Marco Antonio Gonzalez Junior - July 25, 2015
The goal of this research is to analyze the impact of different weather events on public health and economy based on the weather conditions database collected by the U.S. National Oceanic and Atmospheric Administration’s (NOAA) from 1950 to 2011. The estimates of fatalities, injuries, property and crop damage are used to decide which types of events are most harmful to the population health and economy. This research conclusion is that excessive heat and tornado are most harmful to population health, while flood, drought, and hurricane/typhoon have the greatest economic consequences.
Library dependencies:
library(R.utils)
## Loading required package: R.oo
## Loading required package: R.methodsS3
## R.methodsS3 v1.7.0 (2015-02-19) successfully loaded. See ?R.methodsS3 for help.
## R.oo v1.19.0 (2015-02-27) successfully loaded. See ?R.oo for help.
##
## Attaching package: 'R.oo'
##
## The following objects are masked from 'package:methods':
##
## getClasses, getMethods
##
## The following objects are masked from 'package:base':
##
## attach, detach, gc, load, save
##
## R.utils v2.1.0 (2015-05-27) successfully loaded.
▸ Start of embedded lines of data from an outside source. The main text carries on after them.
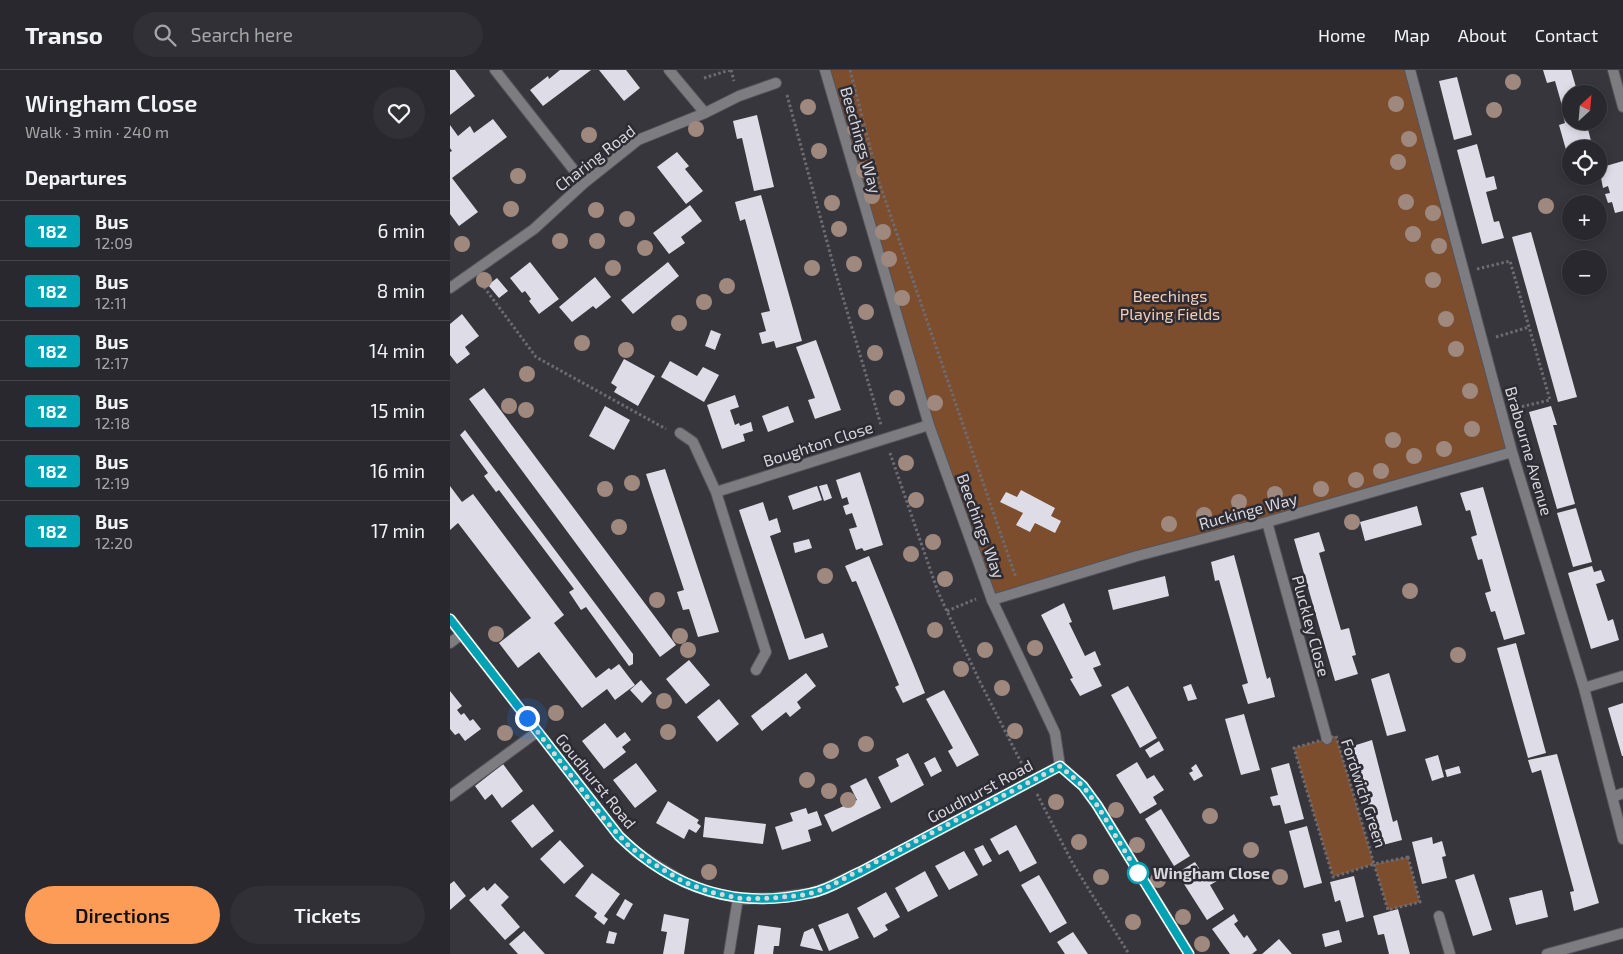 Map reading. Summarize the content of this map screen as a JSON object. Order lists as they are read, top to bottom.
{
  "streets": {
    "street": [
      "Beechings Way",
      "Charing Road",
      "Boughton Close",
      "Brabourne Avenue",
      "Ruckinge Way",
      "Pluckley Close",
      "Goudhurst Road"
    ],
    "path": ["Fordwich Green"]
  },
  "crossings": [
    ["Beechings Way", "Boughton Close"],
    ["Beechings Way", "Ruckinge Way"],
    ["Beechings Way", "Goudhurst Road"],
    ["Brabourne Avenue", "Ruckinge Way"],
    ["Ruckinge Way", "Pluckley Close"],
    ["Pluckley Close", "Fordwich Green"]
  ],
  "parks": ["Beechings Playing Fields"],
  "places": ["Wingham Close"],
  "lines": ["bus line 182"],
  "north": "top right",
  "page": {
    "header": "Transo",
    "search": "Search here",
    "nav": [
      "Home",
      "Map",
      "About",
      "Contact"
    ],
    "heading": [
      ["Wingham Close", "Walk · 3 min · 240 m"],
      "Departures"
    ],
    "map_buttons": ["+", "−"],
    "list": [
      {
        "mark": "182",
        "name": "Bus",
        "note": "12:09",
        "value": "6 min"
      },
      {
        "mark": "182",
        "name": "Bus",
        "note": "12:11",
        "value": "8 min"
      },
      {
        "mark": "182",
        "name": "Bus",
        "note": "12:17",
        "value": "14 min"
      },
      {
        "mark": "182",
        "name": "Bus",
        "note": "12:18",
        "value": "15 min"
      },
      {
        "mark": "182",
        "name": "Bus",
        "note": "12:19",
        "value": "16 min"
      },
      {
        "mark": "182",
        "name": "Bus",
        "note": "12:20",
        "value": "17 min"
      }
    ],
    "buttons": ["Directions", "Tickets"]
  }
} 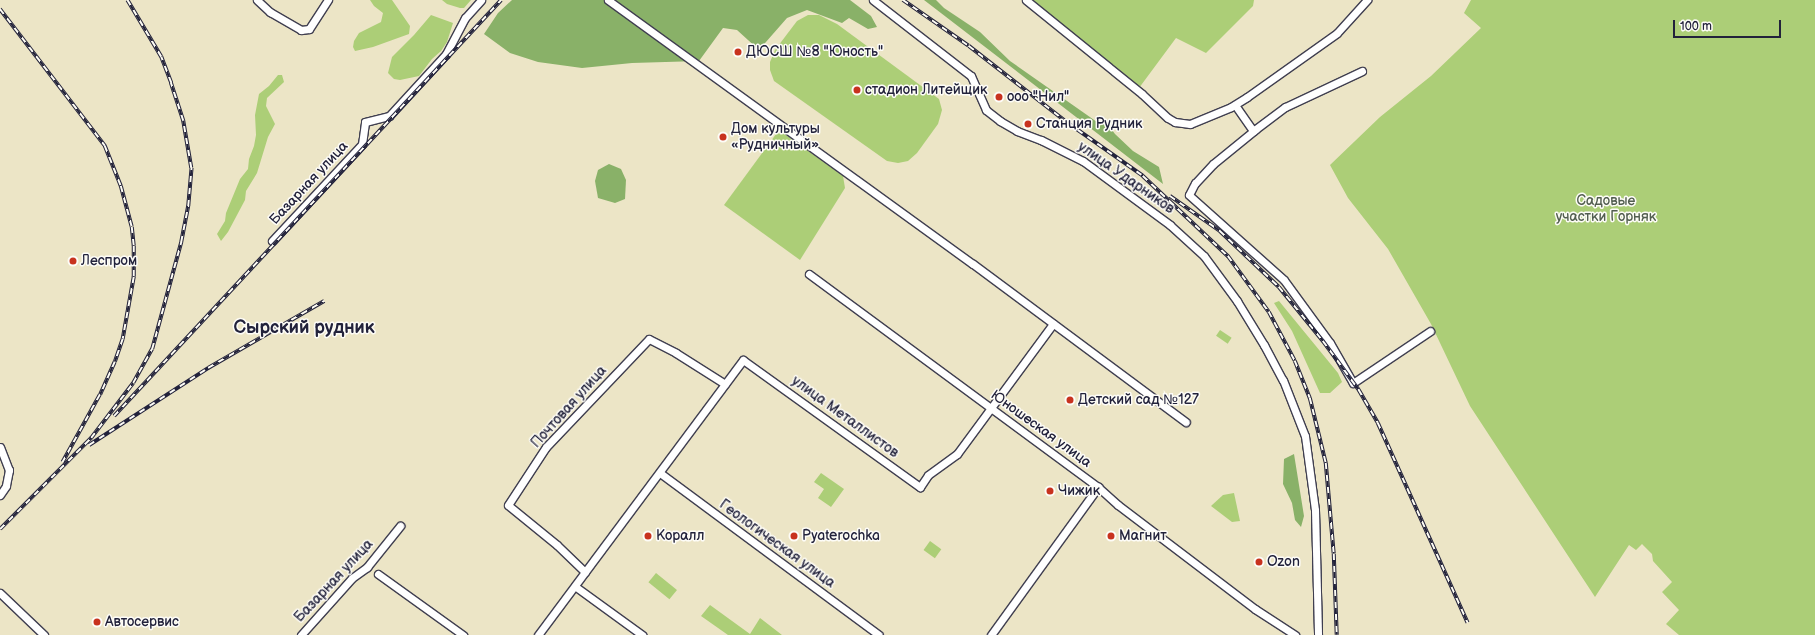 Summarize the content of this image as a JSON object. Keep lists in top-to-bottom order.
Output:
{
  "streets": {
    "street": [
      "улица Ударников",
      "Базарная улица",
      "Почтовая улица",
      "улица Металлистов",
      "Юношеская улица",
      "Геологическая улица"
    ]
  },
  "crossings": [
    ["Почтовая улица", "улица Металлистов"],
    ["улица Металлистов", "Юношеская улица"]
  ],
  "districts": ["Сырский рудник"],
  "parks": ["Садовые участки Горняк"],
  "places": [
    "ДЮСШ №8 \"Юность\"",
    "стадион Литейщик",
    "ооо \"Нил\"",
    "Станция Рудник",
    "Дом культуры «Рудничный»",
    "Леспром",
    "Детский сад №127",
    "Чижик",
    "Коралл",
    "Pyaterochka",
    "Магнит",
    "Ozon",
    "Автосервис"
  ],
  "scale_bar": "100 m"
}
See ?R.utils for help.
##
## Attaching package: 'R.utils'
##
## The following object is masked from 'package:utils':
##
## timestamp
##
## The following objects are masked from 'package:base':
##
## cat, commandArgs, getOption, inherits, isOpen, parse, warnings
library(plyr)
library(ggplot2)
require(gridExtra)
## Loading required package: gridExtra
Download and unzip the data.
setwd("~/projects/DSS_ReproducibleResearch_PA2/")
if (!"stormData.csv.bz2" %in% dir("./data/")) {
download.file("http://d396qusza40orc.cloudfront.net/repdata%2Fdata%2FStormData.csv.bz2", destfile = "data/stormData.csv.bz2")
bunzip2("data/stormData.csv.bz2", overwrite = TRUE, remove = FALSE)
}
Read the generated csv file.
if (!"weatherData" %in% ls()) {
weatherData <- read.csv("data/stormData.csv", sep = ",")
}
if (dim(weatherData)[2] == 37) {
weatherData$year <- as.numeric(format(as.Date(weatherData$BGN_DATE, format = "%m/%d/%Y %H:%M:%S"), "%Y"))
}
hist(weatherData$year, breaks = 30, main = "Bad weather events registered per year", xlab = "Year", ylab = "Events")
The above histogram shows that the number of events tracked starts to significantly increase around 1995. So, we use the subset of the data from 1990 to 2011 to get most out of good records.
storms <- weatherData[weatherData$year >= 1995, ]
This section calculates the number of fatalities and injuries caused by the bad weather events.
sortHelper <- function(fieldName, top = 15, dataset = weatherData) {
index <- which(colnames(dataset) == fieldName)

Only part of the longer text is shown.